Depuis un an, quelles ont été les différentes mesures ou les procédures adoptées par les deux ministères en terme de transmission d’informations ? Pouvez-vous nous les détailler ?

Le rapport des inspections générales a émis une quinzaine de propositions pour améliorer la transmission d’informations entre la justice et l’éducation nationale. Nous avons donc méthodiquement pris les décrets et circulaires nécessaires à leur mise en œuvre. Dès le mois d’avril 2015, nous avons réuni recteurs et procureurs généraux afin qu’ils échangent et travaillent ensemble. A la rentrée de septembre 2015, nous avons pris une circulaire conjointe aux deux ministères afin de réorganiser nos services. Des référents justice ont été désignés dans tous les rectorats, et des référents éducation nationale dans tous les tribunaux de grande instance afin de garantir une bonne transmission des informations. Ces référents ont été formés en décembre. Nous avons aussi revu les procédures de signalement et d’alerte afin qu’elles soient plus efficaces. Nous avons publié un guide méthodologique et mis en en place un outil de partage d’informations sécurisé pour garantir la confidentialité des données. Et puis, je m’y étais engagée devant les familles, j’ai mis en place avec mes services un contrôle d’une ampleur inédite des casiers judiciaires de tous les agents du ministère travaillant en contact avec des mineurs. une procédure est en place et elle comporte évidemment les garanties nécessaires au respect des droits des personnels de l’Education nationale, en lien avec la CNIL. Les décrets ont été publiés en début d’année et nous avons pu débuter le contrôle dans une première académie. Ce contrôle s’est bien déroulé, nous allons maintenant procéder à un contrôle global académie après académie afin de nous assurer qu’aucune autre affaire Villefontaine ne puisse se produire. Rarement autant aura été fait. Et je tiens à saluer ici la grande dignité dont ont fait preuves les familles des victimes de Villefontaine : dans mes rencontres avec elles, les familles ont toujours eu à cœur de défendre les changements de législation et de pousser l’État à tirer toutes les leçons pour la suite.

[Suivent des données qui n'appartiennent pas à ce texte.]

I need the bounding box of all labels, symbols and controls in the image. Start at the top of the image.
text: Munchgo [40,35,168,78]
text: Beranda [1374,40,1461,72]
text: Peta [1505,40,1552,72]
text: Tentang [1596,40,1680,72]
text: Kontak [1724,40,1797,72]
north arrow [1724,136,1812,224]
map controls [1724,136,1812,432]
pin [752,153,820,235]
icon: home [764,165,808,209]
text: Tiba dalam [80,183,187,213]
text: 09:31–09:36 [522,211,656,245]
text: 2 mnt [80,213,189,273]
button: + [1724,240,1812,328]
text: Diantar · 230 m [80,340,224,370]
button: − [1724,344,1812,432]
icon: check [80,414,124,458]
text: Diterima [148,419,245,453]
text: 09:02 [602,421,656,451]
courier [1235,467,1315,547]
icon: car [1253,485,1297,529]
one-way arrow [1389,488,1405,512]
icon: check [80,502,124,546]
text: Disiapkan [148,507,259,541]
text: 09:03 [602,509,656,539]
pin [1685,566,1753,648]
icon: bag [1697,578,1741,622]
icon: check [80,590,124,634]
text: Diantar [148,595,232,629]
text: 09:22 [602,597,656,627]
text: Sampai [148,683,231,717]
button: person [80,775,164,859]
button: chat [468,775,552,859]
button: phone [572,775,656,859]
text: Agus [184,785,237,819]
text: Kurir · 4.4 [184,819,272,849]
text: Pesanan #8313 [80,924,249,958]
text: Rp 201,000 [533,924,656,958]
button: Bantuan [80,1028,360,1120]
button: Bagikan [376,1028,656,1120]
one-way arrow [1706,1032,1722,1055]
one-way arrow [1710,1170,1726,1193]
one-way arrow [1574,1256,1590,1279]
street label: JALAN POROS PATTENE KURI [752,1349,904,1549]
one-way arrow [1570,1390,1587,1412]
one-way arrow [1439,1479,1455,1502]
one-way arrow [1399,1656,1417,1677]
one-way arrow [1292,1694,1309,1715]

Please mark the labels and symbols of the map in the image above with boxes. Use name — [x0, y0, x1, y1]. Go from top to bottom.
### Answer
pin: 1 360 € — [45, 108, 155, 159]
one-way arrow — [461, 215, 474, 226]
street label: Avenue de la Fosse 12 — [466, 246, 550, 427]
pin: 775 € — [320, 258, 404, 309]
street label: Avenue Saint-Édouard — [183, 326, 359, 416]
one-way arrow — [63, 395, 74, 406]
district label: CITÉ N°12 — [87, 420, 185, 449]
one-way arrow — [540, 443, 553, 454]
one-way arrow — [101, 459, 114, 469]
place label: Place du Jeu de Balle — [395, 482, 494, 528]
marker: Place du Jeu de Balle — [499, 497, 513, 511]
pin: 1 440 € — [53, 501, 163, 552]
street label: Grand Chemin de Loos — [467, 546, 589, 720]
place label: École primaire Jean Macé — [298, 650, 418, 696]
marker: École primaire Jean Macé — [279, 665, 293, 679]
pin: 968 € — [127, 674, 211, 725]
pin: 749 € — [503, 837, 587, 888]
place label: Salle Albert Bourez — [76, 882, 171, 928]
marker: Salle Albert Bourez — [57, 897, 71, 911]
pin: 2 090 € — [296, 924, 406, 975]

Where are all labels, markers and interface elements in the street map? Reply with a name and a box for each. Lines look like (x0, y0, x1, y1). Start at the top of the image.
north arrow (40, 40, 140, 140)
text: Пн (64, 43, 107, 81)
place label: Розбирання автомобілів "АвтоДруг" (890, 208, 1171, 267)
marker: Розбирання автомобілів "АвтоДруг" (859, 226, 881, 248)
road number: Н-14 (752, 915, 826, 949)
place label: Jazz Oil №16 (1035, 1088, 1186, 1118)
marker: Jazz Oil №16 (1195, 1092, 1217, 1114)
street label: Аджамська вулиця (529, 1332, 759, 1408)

Ce mardi 22 mars, un nouveau projet de loi a été rapporté à l’Assemblée par le député Erwann Binet. Certaines concessions ont été faites par rapport au projet initial. Qu’en pensez-vous ?

La loi définit pour la première fois un cadre juridique clair et sécurisé. C’est une avancée très importante et c’est ce que je voulais. Désormais, lorsque les procédures portent sur des infractions sexuelles, violentes ou commises contre des mineurs, le procureur de la République a l’obligation d’informer l’administration lorsqu’il s’agira d’une condamnation, y compris si elle n’est pas encore définitive, ou lorsque la personne, placée sous contrôle judiciaire, est soumise à l’interdiction d’exercer une activité impliquant un contact habituel avec des mineurs. Une faculté d’information est également reconnue au ministère public en amont de la condamnation. Voilà ce qui manquait. La Commission mixte paritaire a décidé que le procureur n’avait pas à informer au stade de la garde à vue mais au stade de la mise en examen, qui intervient en général dès la sortie de garde à vue, dans des affaires aussi graves. Je ne le cache pas, j’étais favorable à la possibilité de communication dès la garde à vue, le Parlement a tranché. Je comprends les arguments avancés, cette disposition ne change pas l’essentiel, de véritables garanties sont apportées par la loi pour éviter une nouvelle affaire Villefontaine. Et le ministère est pleinement mobilisé pour mettre en œuvre ces nouvelles dispositions.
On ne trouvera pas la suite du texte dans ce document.